(Records drawn from a dataset)

- Opening Delimiter -

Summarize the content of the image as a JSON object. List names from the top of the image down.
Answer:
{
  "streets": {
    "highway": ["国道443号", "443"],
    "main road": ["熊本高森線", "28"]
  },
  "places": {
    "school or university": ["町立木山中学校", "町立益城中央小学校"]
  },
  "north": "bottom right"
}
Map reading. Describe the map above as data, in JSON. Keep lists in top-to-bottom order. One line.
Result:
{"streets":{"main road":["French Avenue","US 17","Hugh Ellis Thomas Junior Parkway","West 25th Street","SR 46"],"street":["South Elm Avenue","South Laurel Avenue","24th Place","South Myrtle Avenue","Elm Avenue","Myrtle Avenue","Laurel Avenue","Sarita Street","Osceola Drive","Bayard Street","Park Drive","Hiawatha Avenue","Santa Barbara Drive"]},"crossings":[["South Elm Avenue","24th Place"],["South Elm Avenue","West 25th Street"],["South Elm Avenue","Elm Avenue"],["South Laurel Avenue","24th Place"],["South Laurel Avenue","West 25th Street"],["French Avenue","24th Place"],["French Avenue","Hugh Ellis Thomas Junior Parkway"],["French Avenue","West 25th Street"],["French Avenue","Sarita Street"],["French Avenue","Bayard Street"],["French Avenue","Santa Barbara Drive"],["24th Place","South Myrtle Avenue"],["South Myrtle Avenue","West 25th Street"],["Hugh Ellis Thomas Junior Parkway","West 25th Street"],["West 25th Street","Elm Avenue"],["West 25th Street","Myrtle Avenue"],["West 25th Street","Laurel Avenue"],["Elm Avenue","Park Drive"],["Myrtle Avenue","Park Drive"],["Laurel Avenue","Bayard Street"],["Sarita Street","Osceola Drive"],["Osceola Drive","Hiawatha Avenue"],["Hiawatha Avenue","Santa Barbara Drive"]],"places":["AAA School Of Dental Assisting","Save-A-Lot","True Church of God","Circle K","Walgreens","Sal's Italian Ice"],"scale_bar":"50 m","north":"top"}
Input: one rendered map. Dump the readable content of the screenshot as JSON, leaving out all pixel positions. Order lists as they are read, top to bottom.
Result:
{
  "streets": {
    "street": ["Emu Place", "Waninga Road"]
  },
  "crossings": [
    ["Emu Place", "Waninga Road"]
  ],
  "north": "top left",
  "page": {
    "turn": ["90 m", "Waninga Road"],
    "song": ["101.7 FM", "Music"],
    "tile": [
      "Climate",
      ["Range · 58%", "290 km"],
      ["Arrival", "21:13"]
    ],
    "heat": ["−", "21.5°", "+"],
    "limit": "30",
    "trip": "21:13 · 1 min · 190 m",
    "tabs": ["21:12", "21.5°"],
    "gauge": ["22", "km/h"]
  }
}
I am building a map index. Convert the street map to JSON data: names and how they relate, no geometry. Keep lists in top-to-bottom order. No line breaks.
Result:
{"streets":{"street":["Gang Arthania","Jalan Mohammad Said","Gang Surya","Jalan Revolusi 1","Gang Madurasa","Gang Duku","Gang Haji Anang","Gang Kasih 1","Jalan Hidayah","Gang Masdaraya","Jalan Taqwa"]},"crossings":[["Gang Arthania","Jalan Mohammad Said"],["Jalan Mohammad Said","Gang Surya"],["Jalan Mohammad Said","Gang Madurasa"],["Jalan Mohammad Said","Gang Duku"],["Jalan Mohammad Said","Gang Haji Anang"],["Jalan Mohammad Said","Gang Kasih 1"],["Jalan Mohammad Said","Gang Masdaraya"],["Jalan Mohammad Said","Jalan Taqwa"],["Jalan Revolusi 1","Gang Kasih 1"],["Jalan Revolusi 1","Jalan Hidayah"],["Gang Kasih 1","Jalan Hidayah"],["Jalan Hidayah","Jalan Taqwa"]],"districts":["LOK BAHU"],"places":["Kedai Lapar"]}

- Closing Delimiter -

**Task:** Write out all of the entries above, exactly and in full.

**Solution for this problem:**
Summarize the content of the image as a JSON object. List names from the top of the image down.
Answer:
{
  "streets": {
    "highway": ["国道443号", "443"],
    "main road": ["熊本高森線", "28"]
  },
  "places": {
    "school or university": ["町立木山中学校", "町立益城中央小学校"]
  },
  "north": "bottom right"
}
Map reading. Describe the map above as data, in JSON. Keep lists in top-to-bottom order. One line.
Result:
{"streets":{"main road":["French Avenue","US 17","Hugh Ellis Thomas Junior Parkway","West 25th Street","SR 46"],"street":["South Elm Avenue","South Laurel Avenue","24th Place","South Myrtle Avenue","Elm Avenue","Myrtle Avenue","Laurel Avenue","Sarita Street","Osceola Drive","Bayard Street","Park Drive","Hiawatha Avenue","Santa Barbara Drive"]},"crossings":[["South Elm Avenue","24th Place"],["South Elm Avenue","West 25th Street"],["South Elm Avenue","Elm Avenue"],["South Laurel Avenue","24th Place"],["South Laurel Avenue","West 25th Street"],["French Avenue","24th Place"],["French Avenue","Hugh Ellis Thomas Junior Parkway"],["French Avenue","West 25th Street"],["French Avenue","Sarita Street"],["French Avenue","Bayard Street"],["French Avenue","Santa Barbara Drive"],["24th Place","South Myrtle Avenue"],["South Myrtle Avenue","West 25th Street"],["Hugh Ellis Thomas Junior Parkway","West 25th Street"],["West 25th Street","Elm Avenue"],["West 25th Street","Myrtle Avenue"],["West 25th Street","Laurel Avenue"],["Elm Avenue","Park Drive"],["Myrtle Avenue","Park Drive"],["Laurel Avenue","Bayard Street"],["Sarita Street","Osceola Drive"],["Osceola Drive","Hiawatha Avenue"],["Hiawatha Avenue","Santa Barbara Drive"]],"places":["AAA School Of Dental Assisting","Save-A-Lot","True Church of God","Circle K","Walgreens","Sal's Italian Ice"],"scale_bar":"50 m","north":"top"}
Input: one rendered map. Dump the readable content of the screenshot as JSON, leaving out all pixel positions. Order lists as they are read, top to bottom.
Result:
{
  "streets": {
    "street": ["Emu Place", "Waninga Road"]
  },
  "crossings": [
    ["Emu Place", "Waninga Road"]
  ],
  "north": "top left",
  "page": {
    "turn": ["90 m", "Waninga Road"],
    "song": ["101.7 FM", "Music"],
    "tile": [
      "Climate",
      ["Range · 58%", "290 km"],
      ["Arrival", "21:13"]
    ],
    "heat": ["−", "21.5°", "+"],
    "limit": "30",
    "trip": "21:13 · 1 min · 190 m",
    "tabs": ["21:12", "21.5°"],
    "gauge": ["22", "km/h"]
  }
}
I am building a map index. Convert the street map to JSON data: names and how they relate, no geometry. Keep lists in top-to-bottom order. No line breaks.
Result:
{"streets":{"street":["Gang Arthania","Jalan Mohammad Said","Gang Surya","Jalan Revolusi 1","Gang Madurasa","Gang Duku","Gang Haji Anang","Gang Kasih 1","Jalan Hidayah","Gang Masdaraya","Jalan Taqwa"]},"crossings":[["Gang Arthania","Jalan Mohammad Said"],["Jalan Mohammad Said","Gang Surya"],["Jalan Mohammad Said","Gang Madurasa"],["Jalan Mohammad Said","Gang Duku"],["Jalan Mohammad Said","Gang Haji Anang"],["Jalan Mohammad Said","Gang Kasih 1"],["Jalan Mohammad Said","Gang Masdaraya"],["Jalan Mohammad Said","Jalan Taqwa"],["Jalan Revolusi 1","Gang Kasih 1"],["Jalan Revolusi 1","Jalan Hidayah"],["Gang Kasih 1","Jalan Hidayah"],["Jalan Hidayah","Jalan Taqwa"]],"districts":["LOK BAHU"],"places":["Kedai Lapar"]}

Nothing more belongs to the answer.